Extract every line of the material that holds the string "heat".

'''

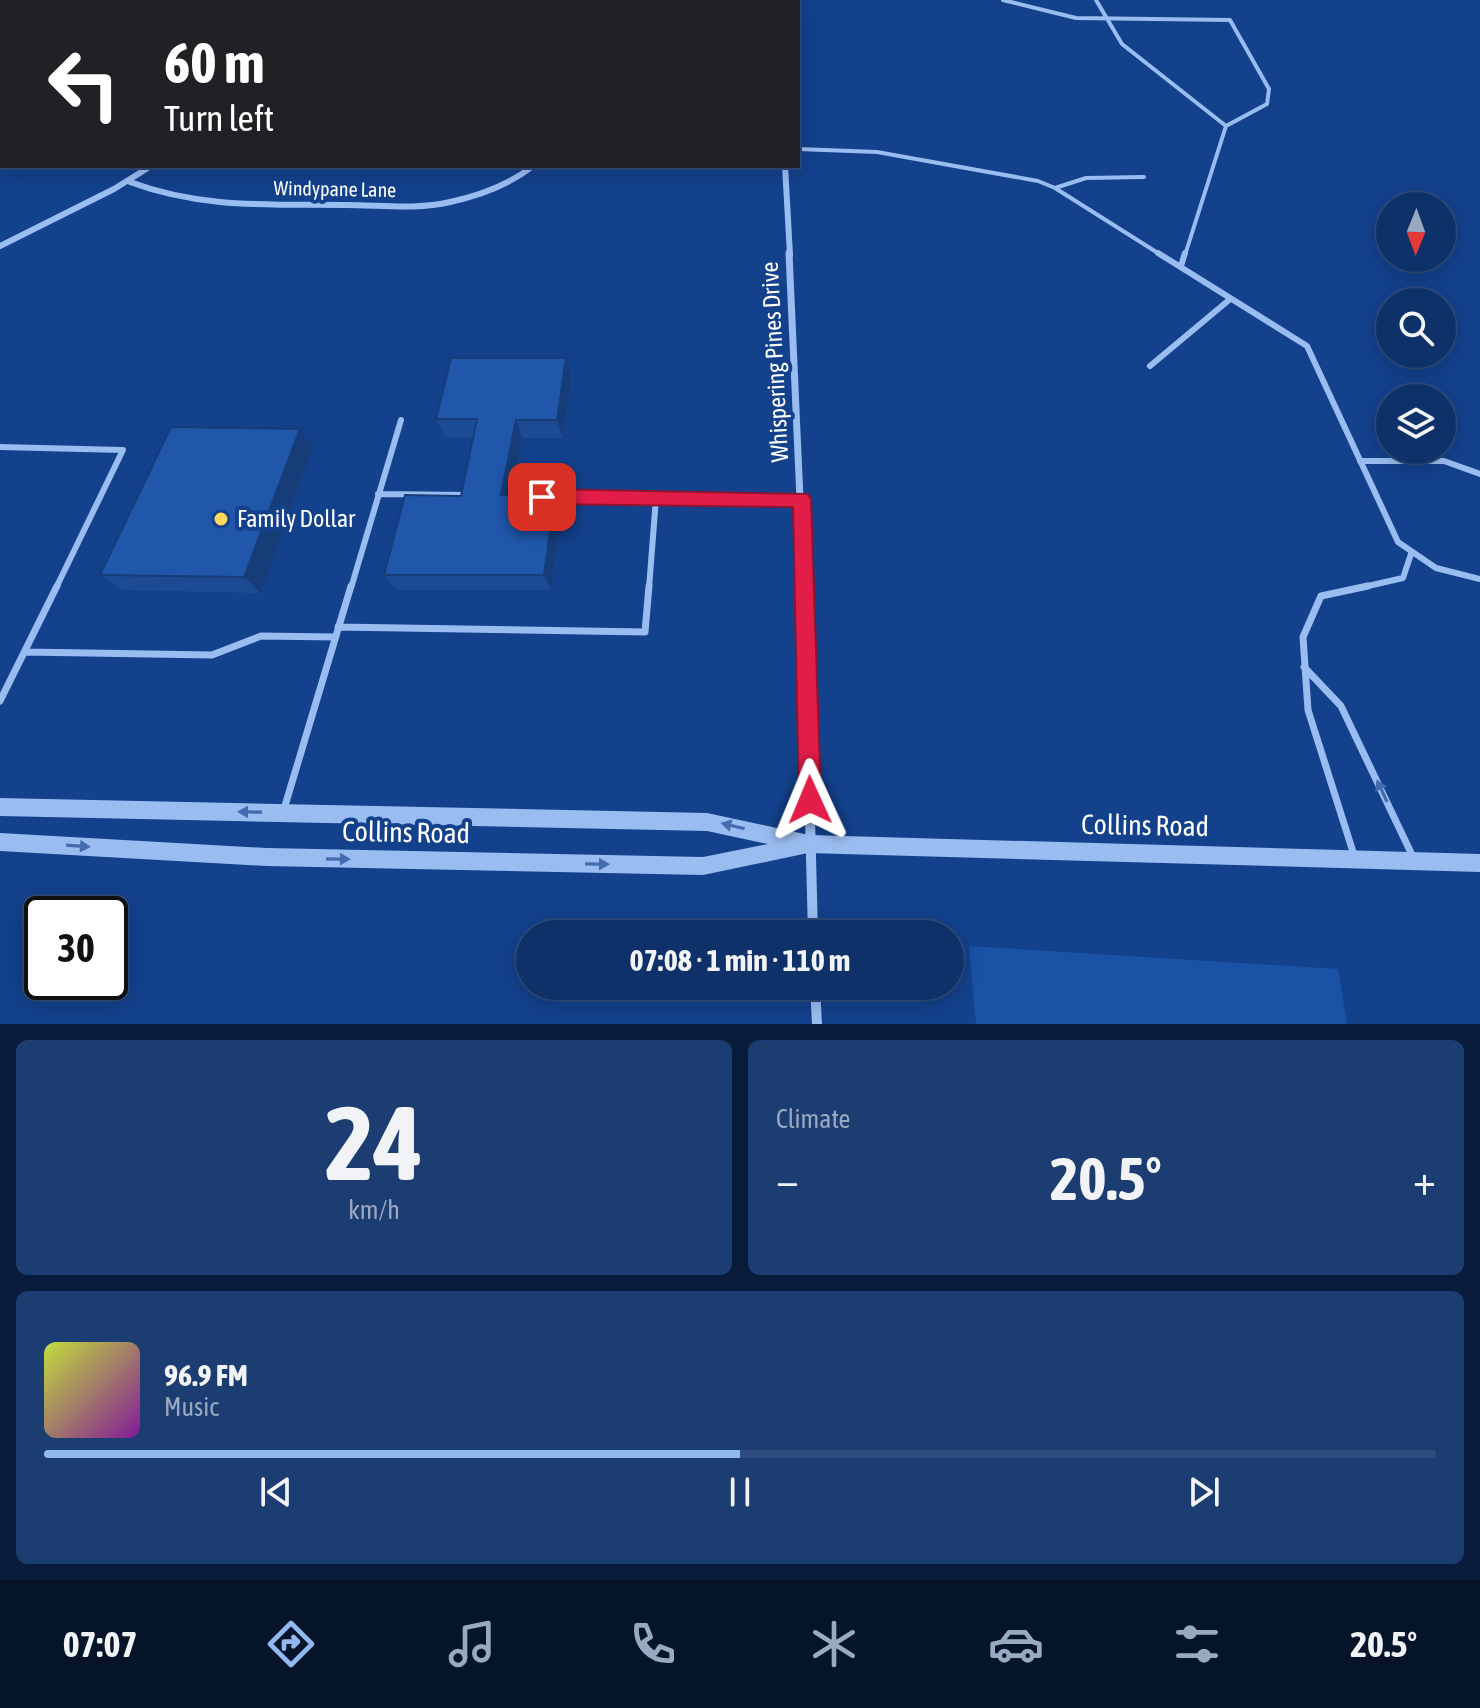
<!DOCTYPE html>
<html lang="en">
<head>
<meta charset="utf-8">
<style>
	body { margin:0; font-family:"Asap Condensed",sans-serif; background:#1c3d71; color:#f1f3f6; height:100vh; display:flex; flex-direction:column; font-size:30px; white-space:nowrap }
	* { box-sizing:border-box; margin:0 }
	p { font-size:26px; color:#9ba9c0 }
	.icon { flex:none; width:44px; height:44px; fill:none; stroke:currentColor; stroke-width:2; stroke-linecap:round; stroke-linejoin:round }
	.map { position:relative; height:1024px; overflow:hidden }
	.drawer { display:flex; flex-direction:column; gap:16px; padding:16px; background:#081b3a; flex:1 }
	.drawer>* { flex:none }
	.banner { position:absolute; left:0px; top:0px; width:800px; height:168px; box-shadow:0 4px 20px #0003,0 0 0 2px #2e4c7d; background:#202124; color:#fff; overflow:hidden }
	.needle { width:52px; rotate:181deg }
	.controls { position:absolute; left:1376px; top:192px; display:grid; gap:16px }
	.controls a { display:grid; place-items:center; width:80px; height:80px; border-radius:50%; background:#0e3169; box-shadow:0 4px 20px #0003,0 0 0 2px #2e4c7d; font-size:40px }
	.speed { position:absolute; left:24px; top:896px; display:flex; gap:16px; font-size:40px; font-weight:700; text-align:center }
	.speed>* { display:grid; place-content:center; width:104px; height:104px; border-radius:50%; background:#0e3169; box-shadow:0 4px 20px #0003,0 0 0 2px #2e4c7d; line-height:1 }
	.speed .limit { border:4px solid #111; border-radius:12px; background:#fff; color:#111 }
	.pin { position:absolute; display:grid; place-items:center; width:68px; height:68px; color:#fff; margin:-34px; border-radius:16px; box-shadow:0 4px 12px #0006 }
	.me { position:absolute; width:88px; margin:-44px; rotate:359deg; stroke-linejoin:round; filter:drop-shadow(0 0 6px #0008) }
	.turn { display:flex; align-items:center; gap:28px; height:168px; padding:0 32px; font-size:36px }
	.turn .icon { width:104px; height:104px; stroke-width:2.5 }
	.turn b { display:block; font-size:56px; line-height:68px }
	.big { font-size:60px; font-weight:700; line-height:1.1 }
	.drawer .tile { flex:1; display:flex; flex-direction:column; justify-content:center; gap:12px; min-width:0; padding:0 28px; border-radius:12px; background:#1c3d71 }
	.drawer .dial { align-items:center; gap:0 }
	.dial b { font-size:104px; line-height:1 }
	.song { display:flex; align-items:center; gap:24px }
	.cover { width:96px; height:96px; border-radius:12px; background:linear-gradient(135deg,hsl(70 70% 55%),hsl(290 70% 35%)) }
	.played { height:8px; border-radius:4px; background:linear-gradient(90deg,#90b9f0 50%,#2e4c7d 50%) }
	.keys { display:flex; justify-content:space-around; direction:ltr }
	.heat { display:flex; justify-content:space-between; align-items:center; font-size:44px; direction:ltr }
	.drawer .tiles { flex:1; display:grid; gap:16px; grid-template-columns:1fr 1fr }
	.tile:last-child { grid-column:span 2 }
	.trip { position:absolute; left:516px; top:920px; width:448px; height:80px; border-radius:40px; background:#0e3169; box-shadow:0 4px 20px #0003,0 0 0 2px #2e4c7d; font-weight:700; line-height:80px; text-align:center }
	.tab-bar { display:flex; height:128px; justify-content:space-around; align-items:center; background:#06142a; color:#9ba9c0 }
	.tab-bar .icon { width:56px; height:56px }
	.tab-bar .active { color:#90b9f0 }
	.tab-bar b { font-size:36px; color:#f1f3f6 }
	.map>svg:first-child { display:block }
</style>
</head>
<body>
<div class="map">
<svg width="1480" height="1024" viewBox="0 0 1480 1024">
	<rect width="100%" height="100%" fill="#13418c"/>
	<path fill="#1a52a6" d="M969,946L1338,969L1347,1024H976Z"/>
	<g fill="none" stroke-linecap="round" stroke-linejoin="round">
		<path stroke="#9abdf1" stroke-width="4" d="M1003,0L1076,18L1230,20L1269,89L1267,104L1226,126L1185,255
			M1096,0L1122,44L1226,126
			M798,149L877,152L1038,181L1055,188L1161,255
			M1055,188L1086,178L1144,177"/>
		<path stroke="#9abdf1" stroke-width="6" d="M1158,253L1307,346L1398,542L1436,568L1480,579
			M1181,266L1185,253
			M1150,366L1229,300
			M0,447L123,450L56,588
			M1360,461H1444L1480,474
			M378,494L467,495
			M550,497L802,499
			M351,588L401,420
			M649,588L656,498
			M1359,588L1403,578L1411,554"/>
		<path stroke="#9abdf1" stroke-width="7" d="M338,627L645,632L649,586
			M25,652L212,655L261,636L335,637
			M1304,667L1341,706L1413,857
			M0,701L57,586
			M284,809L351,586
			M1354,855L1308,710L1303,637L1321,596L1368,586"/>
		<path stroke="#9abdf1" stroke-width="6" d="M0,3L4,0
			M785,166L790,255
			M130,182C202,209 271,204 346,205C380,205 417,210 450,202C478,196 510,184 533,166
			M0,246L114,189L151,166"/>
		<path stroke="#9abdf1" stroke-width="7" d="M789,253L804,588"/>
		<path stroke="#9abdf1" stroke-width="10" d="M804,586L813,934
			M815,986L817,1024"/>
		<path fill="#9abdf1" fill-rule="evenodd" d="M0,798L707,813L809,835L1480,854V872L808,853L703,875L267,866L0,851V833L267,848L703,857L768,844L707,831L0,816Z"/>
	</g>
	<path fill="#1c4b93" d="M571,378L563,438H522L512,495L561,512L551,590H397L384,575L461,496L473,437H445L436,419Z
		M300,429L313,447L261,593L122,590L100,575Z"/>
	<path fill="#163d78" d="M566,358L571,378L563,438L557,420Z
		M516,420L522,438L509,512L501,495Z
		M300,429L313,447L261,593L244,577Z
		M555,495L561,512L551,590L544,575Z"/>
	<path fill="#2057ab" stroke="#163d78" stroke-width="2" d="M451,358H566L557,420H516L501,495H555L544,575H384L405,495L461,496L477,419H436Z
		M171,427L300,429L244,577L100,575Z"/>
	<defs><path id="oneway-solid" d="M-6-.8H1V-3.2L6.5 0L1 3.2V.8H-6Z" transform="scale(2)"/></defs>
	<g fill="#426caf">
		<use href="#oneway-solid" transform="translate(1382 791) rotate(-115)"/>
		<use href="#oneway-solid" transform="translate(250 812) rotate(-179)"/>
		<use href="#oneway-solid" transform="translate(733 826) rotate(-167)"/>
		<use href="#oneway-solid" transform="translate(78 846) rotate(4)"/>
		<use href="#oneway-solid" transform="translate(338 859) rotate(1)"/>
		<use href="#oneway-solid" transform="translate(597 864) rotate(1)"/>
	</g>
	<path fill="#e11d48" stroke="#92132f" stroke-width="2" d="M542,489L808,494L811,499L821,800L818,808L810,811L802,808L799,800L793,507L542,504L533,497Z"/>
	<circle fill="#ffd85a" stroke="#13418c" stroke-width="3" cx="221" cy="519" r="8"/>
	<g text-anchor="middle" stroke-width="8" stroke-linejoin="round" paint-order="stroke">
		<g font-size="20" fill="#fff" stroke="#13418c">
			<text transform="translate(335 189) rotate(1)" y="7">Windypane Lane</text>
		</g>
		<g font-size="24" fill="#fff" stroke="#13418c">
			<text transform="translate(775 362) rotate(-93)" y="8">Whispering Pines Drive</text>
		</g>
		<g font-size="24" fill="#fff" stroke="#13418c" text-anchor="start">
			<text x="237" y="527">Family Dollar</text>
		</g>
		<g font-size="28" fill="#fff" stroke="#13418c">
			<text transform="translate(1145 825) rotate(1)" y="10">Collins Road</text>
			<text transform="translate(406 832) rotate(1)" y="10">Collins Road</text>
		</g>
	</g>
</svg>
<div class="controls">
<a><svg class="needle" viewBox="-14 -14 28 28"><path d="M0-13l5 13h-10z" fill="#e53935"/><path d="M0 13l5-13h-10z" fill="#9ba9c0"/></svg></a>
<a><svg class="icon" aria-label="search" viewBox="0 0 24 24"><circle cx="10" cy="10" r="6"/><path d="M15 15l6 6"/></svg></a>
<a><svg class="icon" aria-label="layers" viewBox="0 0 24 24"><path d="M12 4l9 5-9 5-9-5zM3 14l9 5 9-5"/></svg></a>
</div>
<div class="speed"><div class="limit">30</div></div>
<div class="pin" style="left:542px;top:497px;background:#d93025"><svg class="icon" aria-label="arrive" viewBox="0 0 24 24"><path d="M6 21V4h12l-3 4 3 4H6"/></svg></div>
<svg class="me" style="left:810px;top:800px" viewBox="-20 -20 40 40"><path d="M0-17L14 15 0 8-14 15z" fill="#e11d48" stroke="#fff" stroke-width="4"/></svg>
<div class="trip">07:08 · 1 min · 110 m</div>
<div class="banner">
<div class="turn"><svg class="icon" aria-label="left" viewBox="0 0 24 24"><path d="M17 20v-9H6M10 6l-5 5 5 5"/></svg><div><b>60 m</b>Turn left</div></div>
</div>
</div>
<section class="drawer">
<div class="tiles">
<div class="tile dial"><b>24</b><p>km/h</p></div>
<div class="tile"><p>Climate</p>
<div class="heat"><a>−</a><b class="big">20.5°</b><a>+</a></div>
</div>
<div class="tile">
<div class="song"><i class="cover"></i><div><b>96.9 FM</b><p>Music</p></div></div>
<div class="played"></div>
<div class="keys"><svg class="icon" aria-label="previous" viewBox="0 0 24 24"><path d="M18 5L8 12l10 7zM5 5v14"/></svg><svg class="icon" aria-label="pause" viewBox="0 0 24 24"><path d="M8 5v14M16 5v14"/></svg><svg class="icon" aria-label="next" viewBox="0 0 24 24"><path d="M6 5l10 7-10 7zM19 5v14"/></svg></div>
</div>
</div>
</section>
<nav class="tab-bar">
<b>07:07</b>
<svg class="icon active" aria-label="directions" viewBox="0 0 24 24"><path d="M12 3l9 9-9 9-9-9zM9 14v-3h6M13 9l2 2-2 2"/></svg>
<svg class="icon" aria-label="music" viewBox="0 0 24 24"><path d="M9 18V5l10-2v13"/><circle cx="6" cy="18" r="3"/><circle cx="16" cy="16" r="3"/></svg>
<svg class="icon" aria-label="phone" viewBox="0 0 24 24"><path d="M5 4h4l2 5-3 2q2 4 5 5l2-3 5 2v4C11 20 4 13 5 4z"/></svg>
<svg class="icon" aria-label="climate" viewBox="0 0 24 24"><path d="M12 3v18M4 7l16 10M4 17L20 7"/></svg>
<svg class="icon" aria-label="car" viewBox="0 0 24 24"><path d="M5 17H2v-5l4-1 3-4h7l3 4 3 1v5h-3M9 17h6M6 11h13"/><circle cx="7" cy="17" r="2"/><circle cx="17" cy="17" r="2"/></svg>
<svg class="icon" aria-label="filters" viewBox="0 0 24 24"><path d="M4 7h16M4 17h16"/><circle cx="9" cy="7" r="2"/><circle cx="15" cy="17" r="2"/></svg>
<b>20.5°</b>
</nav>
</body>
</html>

'''

Response box:
	.heat { display:flex; justify-content:space-between; align-items:center; font-size:44px; direction:ltr }
<div class="heat"><a>−</a><b class="big">20.5°</b><a>+</a></div>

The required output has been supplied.